Task:
Take the line containing "Transcribe the names" and every line after it to the end of the data, and write them out exactly as they appear.

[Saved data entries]
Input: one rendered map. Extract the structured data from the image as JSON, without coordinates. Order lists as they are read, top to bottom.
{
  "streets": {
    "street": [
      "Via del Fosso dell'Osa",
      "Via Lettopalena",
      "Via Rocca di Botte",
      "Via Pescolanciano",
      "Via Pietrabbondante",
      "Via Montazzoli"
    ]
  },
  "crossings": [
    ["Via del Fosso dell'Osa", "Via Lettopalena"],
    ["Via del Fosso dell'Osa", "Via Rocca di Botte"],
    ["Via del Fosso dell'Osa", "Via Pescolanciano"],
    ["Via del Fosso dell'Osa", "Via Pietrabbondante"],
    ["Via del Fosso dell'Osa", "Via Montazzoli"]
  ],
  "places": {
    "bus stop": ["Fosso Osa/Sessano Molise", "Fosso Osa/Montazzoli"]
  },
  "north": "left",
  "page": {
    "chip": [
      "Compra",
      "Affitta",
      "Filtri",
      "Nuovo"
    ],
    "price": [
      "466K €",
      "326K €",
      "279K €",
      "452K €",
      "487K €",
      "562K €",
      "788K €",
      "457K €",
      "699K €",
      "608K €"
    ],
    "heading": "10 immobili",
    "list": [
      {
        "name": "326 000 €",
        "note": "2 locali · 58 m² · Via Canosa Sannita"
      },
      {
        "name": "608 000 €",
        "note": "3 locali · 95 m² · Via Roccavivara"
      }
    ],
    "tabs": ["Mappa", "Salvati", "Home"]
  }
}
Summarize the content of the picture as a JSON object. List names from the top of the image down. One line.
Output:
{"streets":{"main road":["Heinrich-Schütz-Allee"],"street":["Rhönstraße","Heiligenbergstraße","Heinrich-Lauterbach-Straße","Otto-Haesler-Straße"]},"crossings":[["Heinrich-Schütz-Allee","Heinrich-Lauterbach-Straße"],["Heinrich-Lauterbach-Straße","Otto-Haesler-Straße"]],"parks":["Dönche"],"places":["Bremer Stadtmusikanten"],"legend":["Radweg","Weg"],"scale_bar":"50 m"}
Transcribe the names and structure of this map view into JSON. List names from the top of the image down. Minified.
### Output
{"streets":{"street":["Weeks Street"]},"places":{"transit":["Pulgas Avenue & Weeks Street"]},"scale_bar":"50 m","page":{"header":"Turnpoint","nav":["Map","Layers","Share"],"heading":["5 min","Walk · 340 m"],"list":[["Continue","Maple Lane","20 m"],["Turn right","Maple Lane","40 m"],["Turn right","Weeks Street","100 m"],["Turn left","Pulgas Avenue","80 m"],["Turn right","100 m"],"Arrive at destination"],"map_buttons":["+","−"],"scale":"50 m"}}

Exercise answer:
Transcribe the names and structure of this map view into JSON. List names from the top of the image down. Minified.
### Output
{"streets":{"street":["Weeks Street"]},"places":{"transit":["Pulgas Avenue & Weeks Street"]},"scale_bar":"50 m","page":{"header":"Turnpoint","nav":["Map","Layers","Share"],"heading":["5 min","Walk · 340 m"],"list":[["Continue","Maple Lane","20 m"],["Turn right","Maple Lane","40 m"],["Turn right","Weeks Street","100 m"],["Turn left","Pulgas Avenue","80 m"],["Turn right","100 m"],"Arrive at destination"],"map_buttons":["+","−"],"scale":"50 m"}}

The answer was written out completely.